Start the server using flask run
and visit the site at the logged URL (e.g., http://127.0.0.1:5000
). After submitting a query, the same text should appear on the page.
Plain text streaming
To implement basic text streaming, start by updating the /chat
handler:
@app.post("/chat")
def chat():
query = request.form["query"]
return f"""
<article hx-ext="sse"
sse-connect="/stream?query={query}"
sse-swap="token"
hx-swap="beforeend scroll:bottom"
sse-close="close"></article>
"""
The new fragment contains various attributes to initialize the token stream:
hx-ext
enables the htmx SSE extension.sse-connect
specifies the streaming endpoint.sse-swap
specifies the events to swap into the DOM.hx-swap
appends each token into the current element and scrolls to the bottom.sse-close
specifies the event that closes the stream.
We’ll use Ollama to generate responses from a local LLM. Refer to the Ollama documentation to get started with your preferred model. Then, install the Ollama Python library and set up the /stream
route:
from flask import Flask, Response, request, stream_with_context
import ollama
# -- omitted -- #
prompt = "Answer the query in plain text"
model = "phi4"
@app.route("/stream")
def stream():
def generate():
stream = ollama.chat(
model=model,
messages=[
{"role": "system", "content": prompt},
{"role": "user", "content": request.args["query"]},
],
stream=True,
)
for chunk in stream:
token = chunk["message"]["content"].replace("\n", "<br>")
yield server_sent_event("token", token)
yield server_sent_event("close", "")
return Response(stream_with_context(generate()), mimetype="text/event-stream")
def server_sent_event(event: str, data: str) -> str:
return f"event: {event}\ndata: {data}\n\n"
The handler streams generated tokens to the client, wrapping each one with server_sent_event()
according to the SSE specification2. Server-sent events must end with \n\n
, so newlines outputted by the model are replaced with <br>
to prevent message truncation.

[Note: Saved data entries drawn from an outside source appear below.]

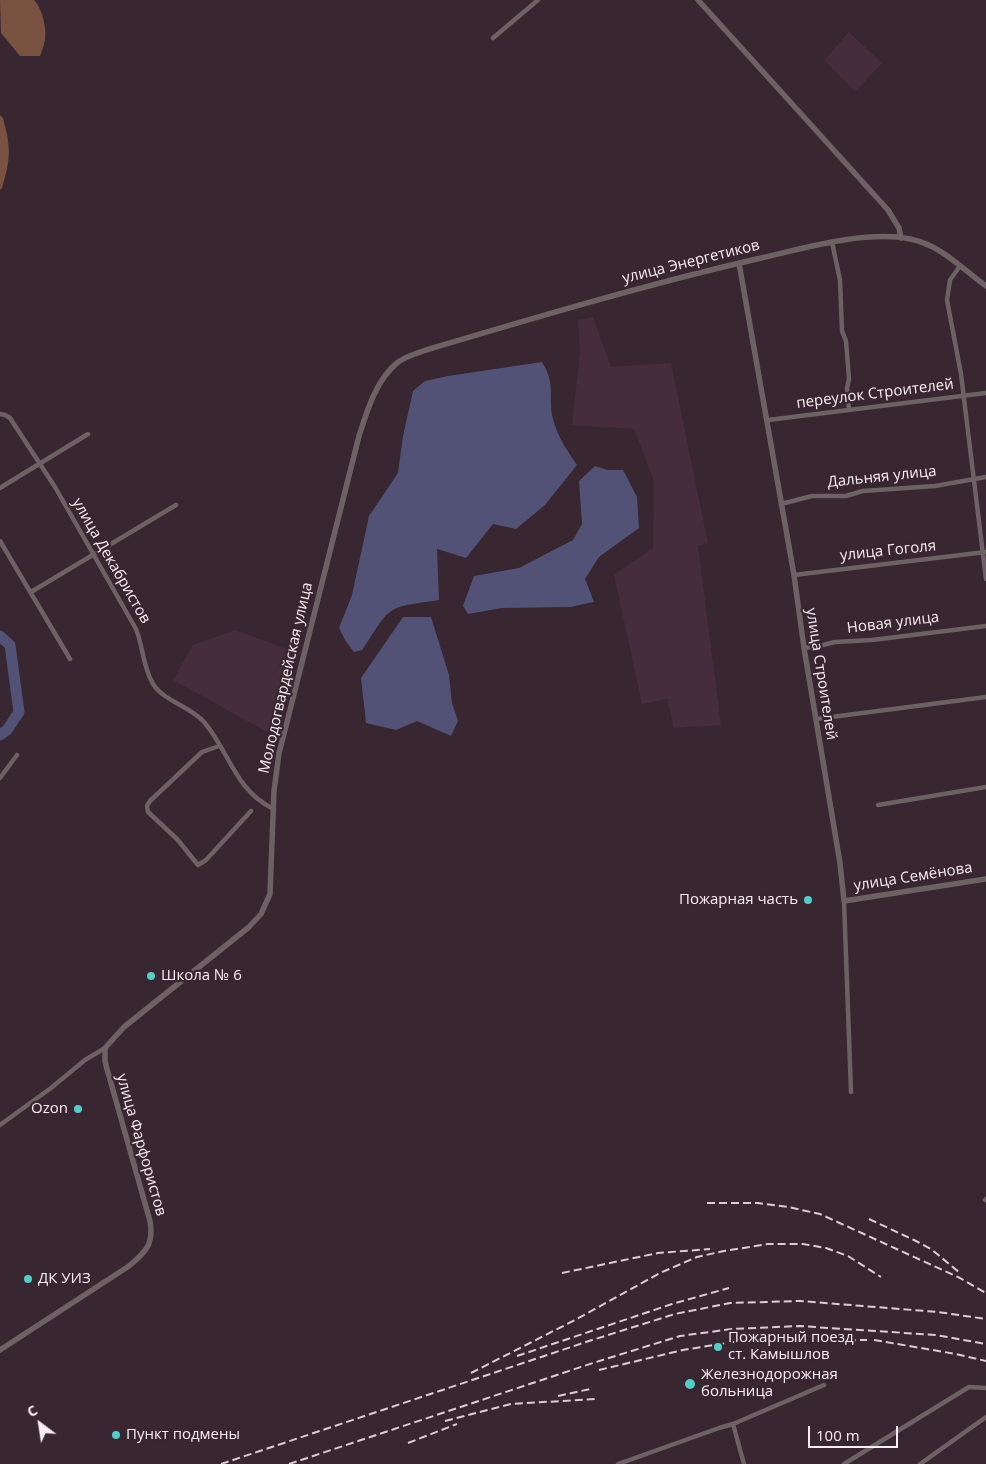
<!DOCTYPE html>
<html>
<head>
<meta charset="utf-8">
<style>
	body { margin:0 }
	#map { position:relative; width:986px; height:1464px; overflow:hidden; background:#382631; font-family:"Open Sans",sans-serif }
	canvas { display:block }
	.north { position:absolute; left:15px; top:1399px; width:50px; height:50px; -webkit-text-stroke:4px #382631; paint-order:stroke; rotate:329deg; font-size:14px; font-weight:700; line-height:20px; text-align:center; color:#f9edf3 }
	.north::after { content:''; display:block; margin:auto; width:18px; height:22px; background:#f9edf3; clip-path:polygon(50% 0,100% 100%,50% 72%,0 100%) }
	.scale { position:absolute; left:808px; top:1426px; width:90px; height:22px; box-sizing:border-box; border:2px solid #f9edf3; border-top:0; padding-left:6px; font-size:15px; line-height:18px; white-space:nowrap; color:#f9edf3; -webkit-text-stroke:4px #382631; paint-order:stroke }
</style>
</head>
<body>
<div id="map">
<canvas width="986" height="1464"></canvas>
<div class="north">С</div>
<div class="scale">100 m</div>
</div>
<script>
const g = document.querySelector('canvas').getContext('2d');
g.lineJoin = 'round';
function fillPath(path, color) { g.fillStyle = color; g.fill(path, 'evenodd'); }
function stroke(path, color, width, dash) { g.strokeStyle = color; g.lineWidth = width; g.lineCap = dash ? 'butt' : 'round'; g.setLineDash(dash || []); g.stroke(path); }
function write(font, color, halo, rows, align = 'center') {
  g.font = font + ' "Open Sans",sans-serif'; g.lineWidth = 4.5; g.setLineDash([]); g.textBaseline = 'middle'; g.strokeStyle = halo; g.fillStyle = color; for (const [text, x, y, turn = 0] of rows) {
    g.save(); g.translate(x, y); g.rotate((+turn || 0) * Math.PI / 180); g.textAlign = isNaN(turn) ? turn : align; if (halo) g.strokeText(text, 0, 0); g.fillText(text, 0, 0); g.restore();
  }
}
const built = new Path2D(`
	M 849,32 L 882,63 L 855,92 L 824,60 Z
	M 593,317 L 611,367 L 671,363 L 708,543 L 698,546 L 721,725 L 674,728 L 667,699 L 642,704 L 614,575 L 653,548 L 654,481 L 634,429 L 572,425 L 580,352 L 578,320 Z
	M 235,630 L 292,651 L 269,733 L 173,680 L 193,645 Z`);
const forest = new Path2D(`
	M 0,0 L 34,0 C 42,8 47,28 45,40 C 44,45 42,51 40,56 L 20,56 L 1,33 Z
	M 0,115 L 3,118 C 11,148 11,158 2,188 L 0,190 Z`);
const water = new Path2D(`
	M 542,362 C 555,383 549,394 552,415 C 556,434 566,449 577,465 L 545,505 L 516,529 L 493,524 L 466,558 L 437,549 L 439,600 C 424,603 404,603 391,611 C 380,619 370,639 362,650 L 354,652 L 345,640 L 339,628 L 352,595 L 369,516 L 398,473 L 403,436 L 413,391 L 425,381 L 448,376 Z
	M 595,466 L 607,470 L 623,470 L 637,497 L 639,528 L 599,557 L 585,579 L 594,602 L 570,607 L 502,608 L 468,614 L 463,606 L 474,576 L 519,568 L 573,540 L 582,524 L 579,481 Z
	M 403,617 L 431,617 L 449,675 L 452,703 L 458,721 L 451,736 L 417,721 L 396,730 L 366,723 L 361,678 Z`);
const river = new Path2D(`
	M 0,636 L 10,645 L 19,712 L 7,730 L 0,735`);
const minor = new Path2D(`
	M 493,38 L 538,0
	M 832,242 L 840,280 L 842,331 L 846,341 L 849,379 L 847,388 L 849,410
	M 960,266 L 950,280 L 947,300 L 961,374 L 986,579
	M 0,414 L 5,415 L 10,418 L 55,487 L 136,629 C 143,646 143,668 153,684 C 165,702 190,706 204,722 C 229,751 235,790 272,808
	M 768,420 L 986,393
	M 0,488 L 88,434
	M 781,504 L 812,496 L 846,496 L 863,491 L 935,486 L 986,477
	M 0,541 L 70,659
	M 794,575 L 986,552
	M 31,592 L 176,505
	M 804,648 L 823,645 L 835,642 L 872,640 L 986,626
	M 816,719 L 986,697
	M 219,746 L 202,752 L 150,801 L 147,806 L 148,812 L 177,839 L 198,865 L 206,860 L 251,811
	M 0,778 L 17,755
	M 878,805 L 986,787
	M 844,901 L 851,1092
	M 0,1125 L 51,1088 L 85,1060 L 105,1048
	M 985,1200 L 986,1199
	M 733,1424 L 744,1464
	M 618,1464 L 719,1428 L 733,1424 L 824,1385
	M 844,1464 L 969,1387 L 986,1388
	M 920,1464 L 986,1417`);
const tertiary = new Path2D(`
	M 698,0 L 888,210 L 899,228 L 901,238
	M 739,263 L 794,575 L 804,648 L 840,863 L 844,901 L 986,879
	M 0,1350 L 129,1266 C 146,1252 154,1244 150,1221 L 107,1069 L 105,1061 L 105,1048 L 124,1027 L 249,927 L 261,914 L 270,894 L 274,791 L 279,753 L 286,726 L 359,436 C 367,411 376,380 397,363 C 406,356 416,354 426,350 C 537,317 648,284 761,258 C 805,248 865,230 910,239 C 941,245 961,268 986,286`);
const rail = new Path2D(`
	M 707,1203 L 758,1203 L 788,1207 L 820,1214 L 960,1278 L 986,1293
	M 869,1219 L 914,1240 L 931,1249 L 960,1273
	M 562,1273 L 658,1253 L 710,1249
	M 874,1340 L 956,1354 L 986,1361
	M 517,1356 L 672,1304 L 729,1288
	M 599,1370 L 683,1350 L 733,1342 L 867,1340
	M 471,1373 L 575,1320 L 660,1273 L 697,1257 L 724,1251 L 768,1244 L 803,1244 L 826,1248 L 848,1256 L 881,1277
	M 558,1396 L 590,1389
	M 445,1421 L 511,1404 L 595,1399
	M 408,1443 L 457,1424
	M 221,1464 L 589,1341 L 675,1314 L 730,1303 L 800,1301 L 938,1312 L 986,1319
	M 289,1464 L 596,1362 L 680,1336 L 732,1329 L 799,1326 L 936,1335 L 986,1344`);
const markers = [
	[808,900,5,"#54cdc8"],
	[151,976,5,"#54cdc8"],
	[78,1109,5,"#54cdc8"],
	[28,1279,5,"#54cdc8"],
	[718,1347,5,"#54cdc8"],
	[690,1384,6,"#54cdc8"],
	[116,1435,5,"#54cdc8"]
];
const streetNames = [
	["улица Энергетиков",691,262,-14],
	["переулок Строителей",875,394,-7],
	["Дальняя улица",882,477,-6],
	["улица Гоголя",888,551,-6],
	["улица Декабристов",111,561,60],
	["Новая улица",893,623,-7],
	["улица Строителей",821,674,81],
	["Молодогвардейская улица",286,678,-77],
	["улица Семёнова",913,877,-9],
	["улица Фарфористов",141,1145,74]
];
const poiNames = [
	["Пожарная часть",798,900,"right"],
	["Школа № 6",161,976],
	["Ozon",68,1109,"right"],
	["ДК УИЗ",38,1279],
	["Пожарный поезд",728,1338],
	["ст. Камышлов",728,1355],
	["Железнодорожная",701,1375],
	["больница",701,1392],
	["Пункт подмены",126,1435]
];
fillPath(built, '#452d3b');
fillPath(forest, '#795242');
fillPath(water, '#515276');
stroke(river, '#515276', 11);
stroke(minor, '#6d6263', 4.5);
stroke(tertiary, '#6d6263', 5.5);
stroke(rail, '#dacdd4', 2, [8, 4]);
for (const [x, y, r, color] of markers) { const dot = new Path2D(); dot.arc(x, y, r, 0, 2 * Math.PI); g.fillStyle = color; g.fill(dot); stroke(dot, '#382631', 2); }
write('15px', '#f9edf3', '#382631', streetNames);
write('15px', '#f9edf3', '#382631', poiNames, 'left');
</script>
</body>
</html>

Once all tokens are sent, a close
message ends the stream.
HTML streaming
To generate HTML instead of plain text, we can modify the prompt:
prompt = "Answer the query in only HTML in a <div> fragment (never use full <html> or backticks)"
However, the output will unfortunately appear malformed.
The incomplete HTML tags aren’t being correctly interpreted, even after subsequent tokens complete the element. A simple solution involves buffering the HTML client-side and re-rendering from the buffer, rather than appending directly to the DOM.
The updated server code disables hx-swap
and adds improved newline handling for HTML:
@app.post("/chat")
def chat():
query = request.form["query"]
# Disable htmx swapping with "hx-swap=none"
return f"""
<article hx-ext="sse"
sse-connect="/stream?query={query}"
sse-swap="token"
hx-swap="none"
sse-close="close"></article>
"""
@app.route("/stream")
def stream():
def generate():
# -- omitted -- #
buffer = ""
in_pre = False
for chunk in stream:
for token in chunk["message"]["content"]:
# Add newlines only for <pre> blocks
if token == "\n":
if in_pre:
token = "<br/>"
else:
buffer += token
if buffer.endswith("<pre>"):
in_pre = True
if buffer.endswith("</pre>"):
in_pre = False
yield server_sent_event("token", token)
yield server_sent_event("close", "")
Add JavaScript listeners to hook into htmx events for updating the buffer and target element:
<script>
window.answer = ""; // Buffer for accumulating SSE data
// Append tokens to buffer and re-render target element
document.addEventListener("htmx:sseBeforeMessage", event => {
answer += event.detail.data;
event.detail.elt.innerHTML = answer;
});
// Reset the buffer after completion
document.addEventListener("htmx:sseClose", () => (answer = ""));
</script>
The final code is available on GitHub. Further enhancements could include updating the DOM only when the buffer contains complete HTML tags to prevent flickering or using CSS transitions for smoother rendering.